Why you shouldn’t use zip codes for your hyperlocal & last-mile analysis

Original article was published on Artificial Intelligence on Medium

Why you shouldn’t use zip codes for your hyperlocal & last-mile analysis

Zip-codes and area boundaries ignore the nuances of properties inside them! Exploring the Modifiable Areal Unit problem in geospatial data science.

Co-author: Rishabh Jain

Striking differences in Market Potential of areas in NYC when calculated by different area definitions.

Introduction

At Locale.ai, we work with a number of last-mile and hyperlocal and mobility companies. For most of these companies, geospatial analysis is critical and typically, they have internal dashboards built on a BI platform or in-house using open source tools.

One of the reasons they use our product is to highlight what areas to focus on and how to contextualize their strategies to those areas. A caveat here is that these areas are not our traditional defined areas in a city or zip-codes. In this post, we will deep dive into why using traditional area definitions is not a good idea to carry out geospatial analysis.

Maps don’t always tell the truth!

Based on intuitive logic, companies either go with a zip-code boundary or some hand-drawn neighbourhood boundaries to map their most critical metrics like market potential, utilisation, average customer value, etc. These form an important part of decisions like what areas to expand into, shoot promotions in, or provision more supply.

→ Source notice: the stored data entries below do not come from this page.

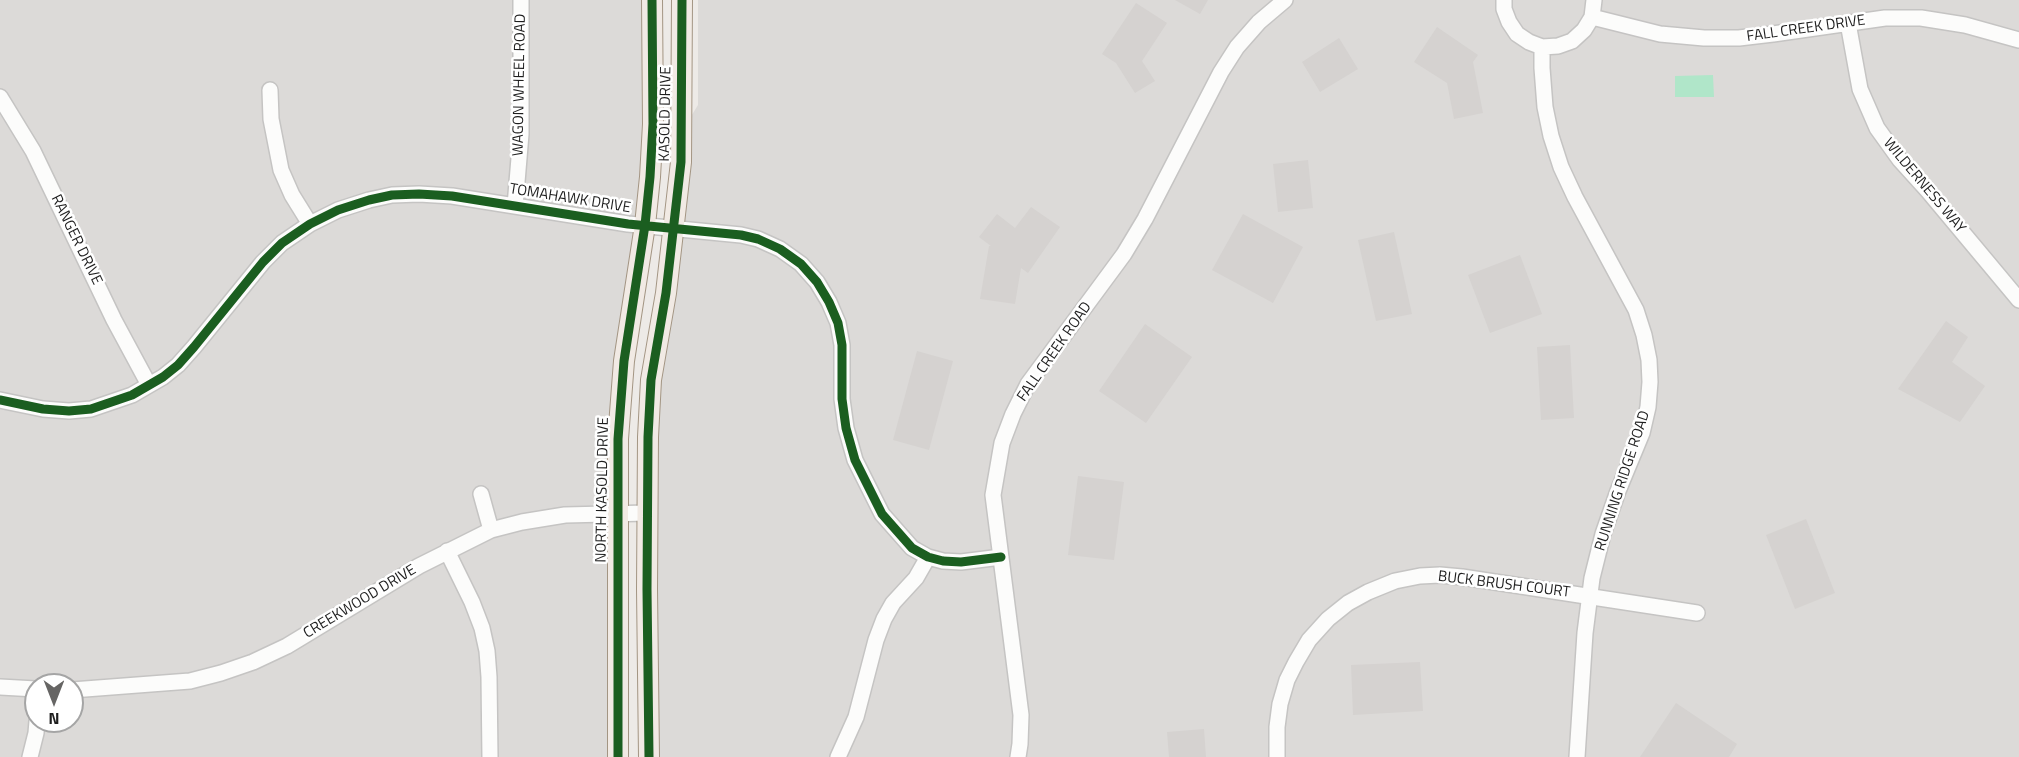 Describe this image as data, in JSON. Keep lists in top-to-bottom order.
{
  "streets": {
    "main road": ["KASOLD DRIVE", "NORTH KASOLD DRIVE"],
    "street": [
      "FALL CREEK DRIVE",
      "WAGON WHEEL ROAD",
      "WILDERNESS WAY",
      "TOMAHAWK DRIVE",
      "RANGER DRIVE",
      "FALL CREEK ROAD",
      "RUNNING RIDGE ROAD",
      "BUCK BRUSH COURT",
      "CREEKWOOD DRIVE"
    ]
  },
  "crossings": [
    ["FALL CREEK DRIVE", "WILDERNESS WAY"],
    ["WAGON WHEEL ROAD", "TOMAHAWK DRIVE"],
    ["KASOLD DRIVE", "TOMAHAWK DRIVE"],
    ["KASOLD DRIVE", "NORTH KASOLD DRIVE"],
    ["TOMAHAWK DRIVE", "RANGER DRIVE"],
    ["TOMAHAWK DRIVE", "NORTH KASOLD DRIVE"],
    ["RUNNING RIDGE ROAD", "BUCK BRUSH COURT"],
    ["NORTH KASOLD DRIVE", "CREEKWOOD DRIVE"]
  ],
  "north": "bottom"
} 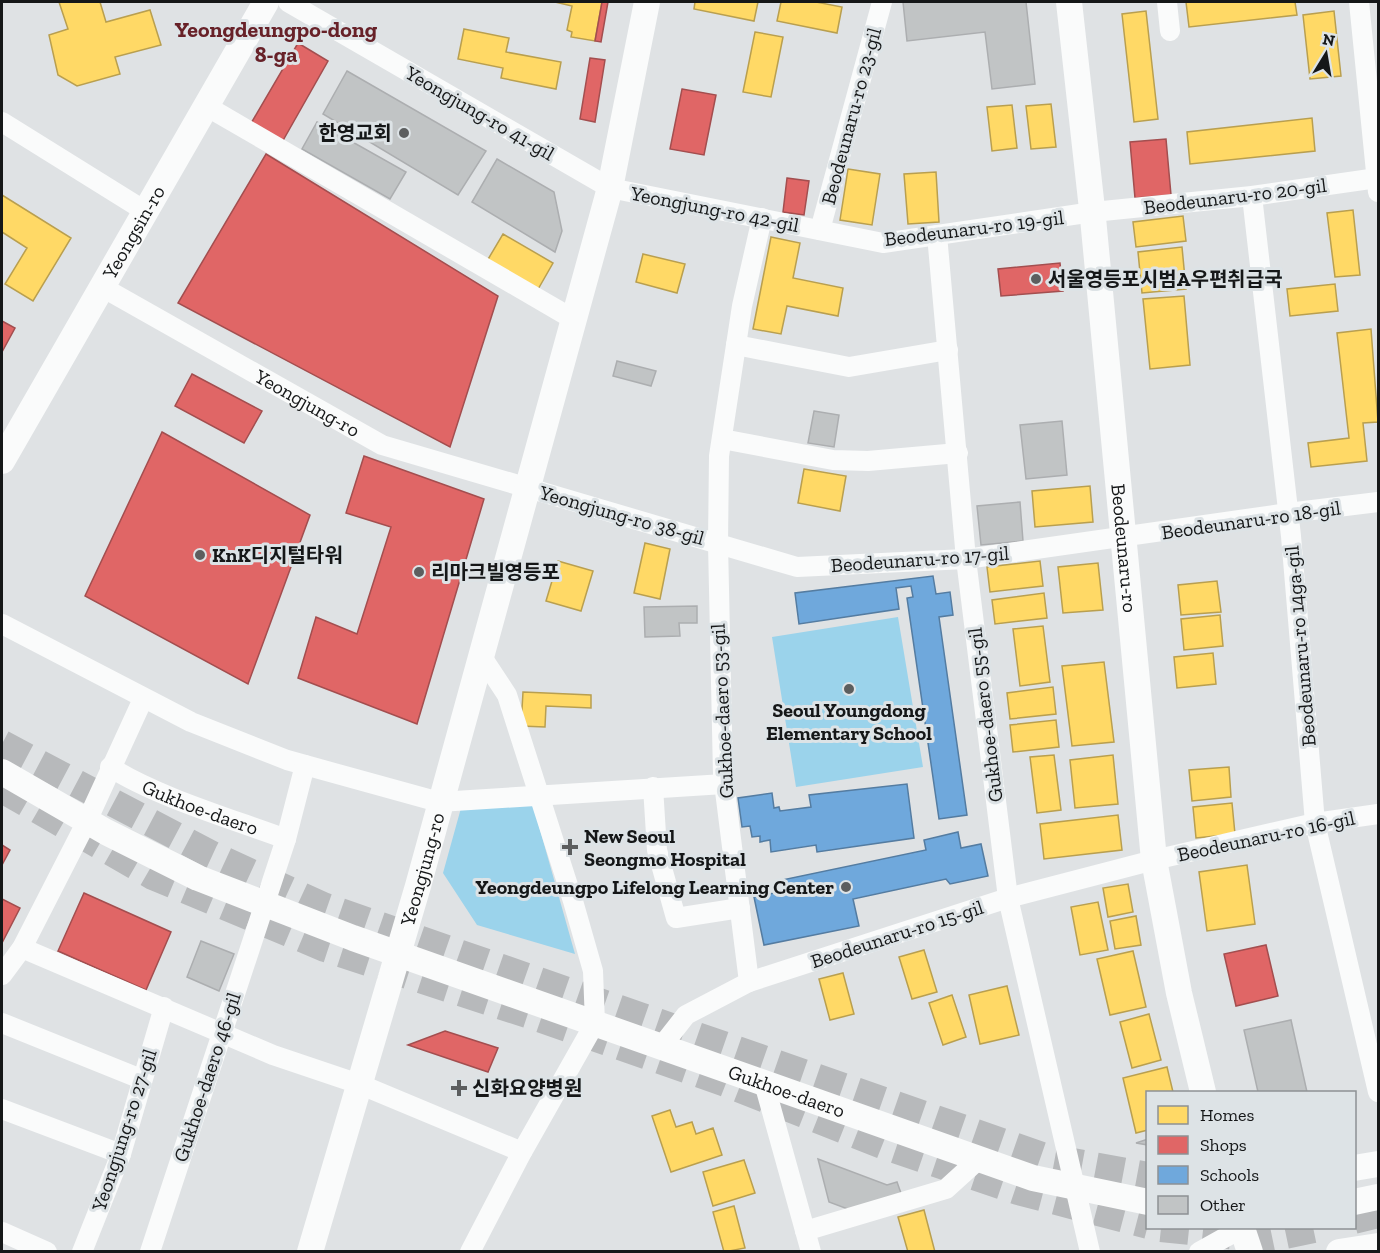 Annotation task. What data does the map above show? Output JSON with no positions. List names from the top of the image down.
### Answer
{
  "streets": {
    "main road": [
      "Yeongsin-ro",
      "Yeongjung-ro",
      "Beodeunaru-ro",
      "Gukhoe-daero"
    ],
    "street": [
      "Yeongjung-ro 41-gil",
      "Beodeunaru-ro 23-gil",
      "Beodeunaru-ro 20-gil",
      "Yeongjung-ro 42-gil",
      "Beodeunaru-ro 19-gil",
      "Yeongjung-ro 38-gil",
      "Beodeunaru-ro 18-gil",
      "Beodeunaru-ro 17-gil",
      "Beodeunaru-ro 14ga-gil",
      "Gukhoe-daero 53-gil",
      "Gukhoe-daero 55-gil",
      "Beodeunaru-ro 16-gil",
      "Beodeunaru-ro 15-gil",
      "Gukhoe-daero 46-gil",
      "Yeongjung-ro 27-gil"
    ]
  },
  "crossings": [
    ["Yeongjung-ro 41-gil", "Yeongjung-ro 42-gil"],
    ["Yeongjung-ro 41-gil", "Yeongjung-ro"],
    ["Beodeunaru-ro 23-gil", "Yeongjung-ro 42-gil"],
    ["Beodeunaru-ro 23-gil", "Beodeunaru-ro 19-gil"],
    ["Beodeunaru-ro 20-gil", "Beodeunaru-ro 19-gil"],
    ["Beodeunaru-ro 20-gil", "Beodeunaru-ro"],
    ["Beodeunaru-ro 20-gil", "Beodeunaru-ro 14ga-gil"],
    ["Yeongjung-ro 42-gil", "Beodeunaru-ro 19-gil"],
    ["Yeongjung-ro 42-gil", "Yeongjung-ro"],
    ["Yeongjung-ro 42-gil", "Gukhoe-daero 53-gil"],
    ["Beodeunaru-ro 19-gil", "Beodeunaru-ro"],
    ["Beodeunaru-ro 19-gil", "Gukhoe-daero 55-gil"],
    ["Yeongsin-ro", "Yeongjung-ro"],
    ["Yeongjung-ro", "Yeongjung-ro 38-gil"],
    ["Yeongjung-ro", "Gukhoe-daero"],
    ["Yeongjung-ro 38-gil", "Beodeunaru-ro 17-gil"],
    ["Yeongjung-ro 38-gil", "Gukhoe-daero 53-gil"],
    ["Beodeunaru-ro 18-gil", "Beodeunaru-ro"],
    ["Beodeunaru-ro 18-gil", "Beodeunaru-ro 17-gil"],
    ["Beodeunaru-ro 18-gil", "Beodeunaru-ro 14ga-gil"],
    ["Beodeunaru-ro", "Beodeunaru-ro 17-gil"],
    ["Beodeunaru-ro", "Beodeunaru-ro 16-gil"],
    ["Beodeunaru-ro", "Beodeunaru-ro 15-gil"],
    ["Beodeunaru-ro 17-gil", "Gukhoe-daero 53-gil"],
    ["Beodeunaru-ro 17-gil", "Gukhoe-daero 55-gil"],
    ["Beodeunaru-ro 14ga-gil", "Beodeunaru-ro 16-gil"],
    ["Gukhoe-daero 53-gil", "Beodeunaru-ro 15-gil"],
    ["Gukhoe-daero 55-gil", "Gukhoe-daero"],
    ["Gukhoe-daero 55-gil", "Beodeunaru-ro 15-gil"],
    ["Gukhoe-daero", "Beodeunaru-ro 15-gil"],
    ["Gukhoe-daero", "Gukhoe-daero 46-gil"],
    ["Beodeunaru-ro 16-gil", "Beodeunaru-ro 15-gil"]
  ],
  "districts": ["Yeongdeungpo-dong 8-ga"],
  "places": {
    "other": [
      "한영교회",
      "서울영등포시범A우편취급국",
      "KnK디지털타워",
      "리마크빌영등포",
      "Seoul Youngdong Elementary School",
      "Yeongdeungpo Lifelong Learning Center"
    ],
    "health": ["New Seoul Seongmo Hospital", "신화요양병원"]
  },
  "legend": [
    "Homes",
    "Shops",
    "Schools",
    "Other"
  ],
  "north": "top"
} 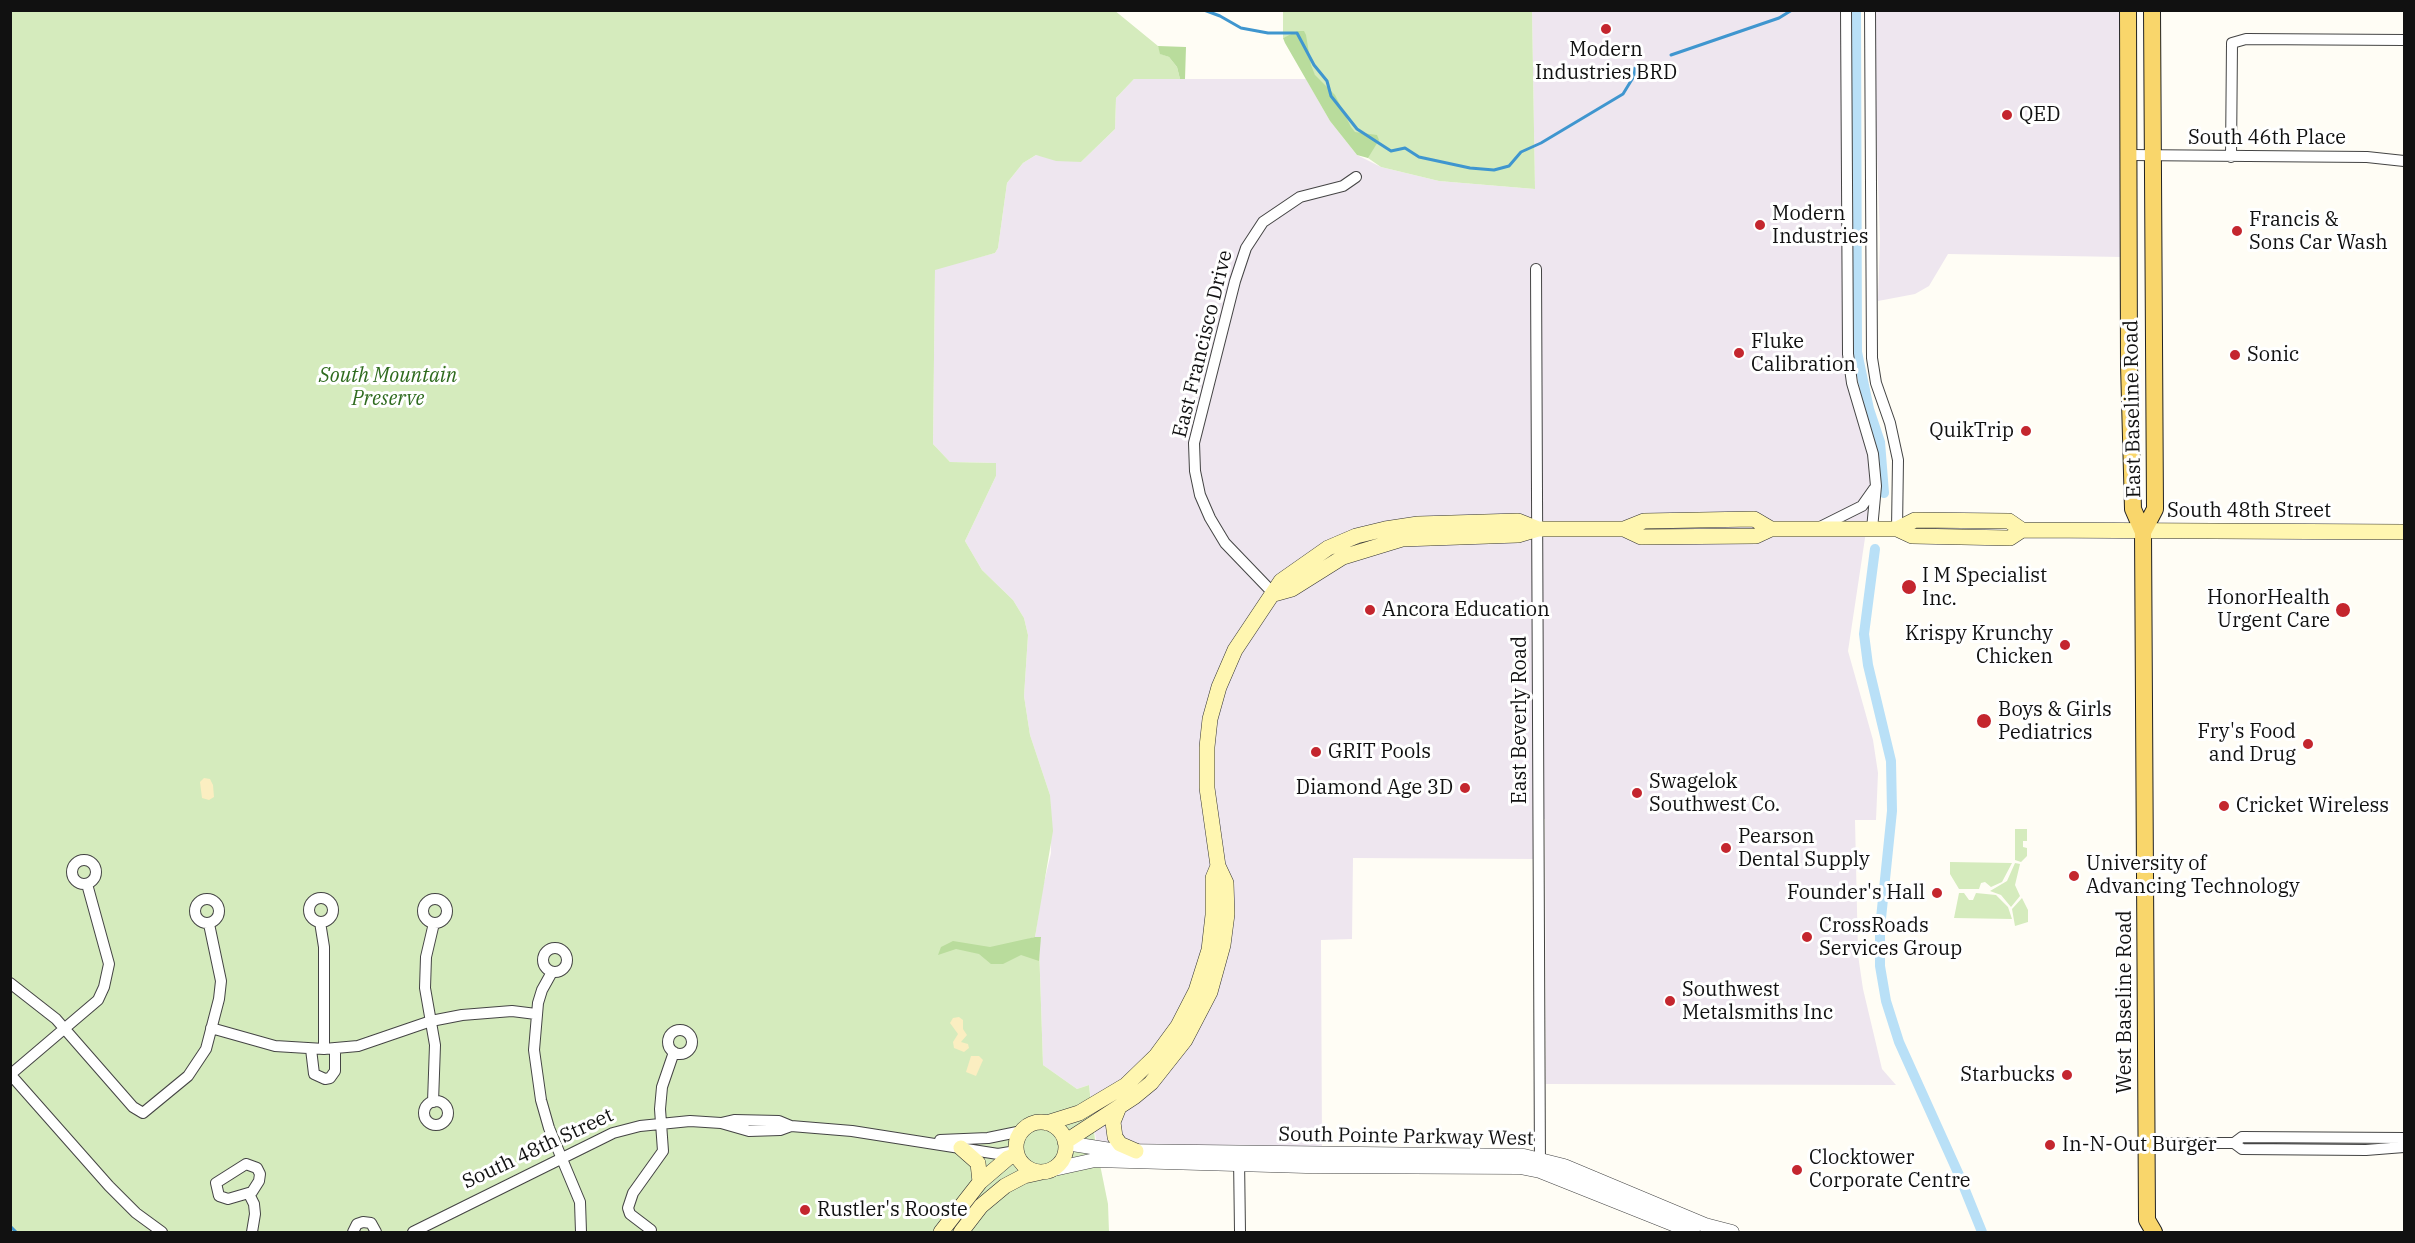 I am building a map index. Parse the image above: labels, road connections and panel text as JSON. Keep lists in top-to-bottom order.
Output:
{
  "streets": {
    "main road": ["East Baseline Road", "South 48th Street", "West Baseline Road"],
    "street": [
      "South 46th Place",
      "East Francisco Drive",
      "East Beverly Road",
      "South Pointe Parkway West"
    ]
  },
  "crossings": [
    ["South 46th Place", "East Baseline Road"],
    ["East Francisco Drive", "South 48th Street"],
    ["East Baseline Road", "South 48th Street"],
    ["East Baseline Road", "West Baseline Road"],
    ["South 48th Street", "East Beverly Road"],
    ["South 48th Street", "West Baseline Road"],
    ["South 48th Street", "South Pointe Parkway West"],
    ["East Beverly Road", "South Pointe Parkway West"]
  ],
  "parks": ["South Mountain Preserve"],
  "places": [
    "Modern Industries BRD",
    "QED",
    "Modern Industries",
    "Francis & Sons Car Wash",
    "Fluke Calibration",
    "Sonic",
    "QuikTrip",
    "I M Specialist Inc.",
    "Ancora Education",
    "HonorHealth Urgent Care",
    "Krispy Krunchy Chicken",
    "Boys & Girls Pediatrics",
    "Fry's Food and Drug",
    "GRIT Pools",
    "Diamond Age 3D",
    "Swagelok Southwest Co.",
    "Cricket Wireless",
    "Pearson Dental Supply",
    "University of Advancing Technology",
    "Founder's Hall",
    "CrossRoads Services Group",
    "Southwest Metalsmiths Inc",
    "Starbucks",
    "In-N-Out Burger",
    "Clocktower Corporate Centre",
    "Rustler's Rooste"
  ]
}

Now, if you’re a business with little or no intra-city operations, the difference might not be significant to you. But if you provide services in the last mile or at a hyperlocal level, the differences in insights have a significant impact on the decisions that the business and city teams use.

Which brings me to the next question: Why is this difference significant?

Often what happens is the zip codes or arbitrarily defined neighbourhood boundaries that the nuances that the different areas depict tend to get dissolved.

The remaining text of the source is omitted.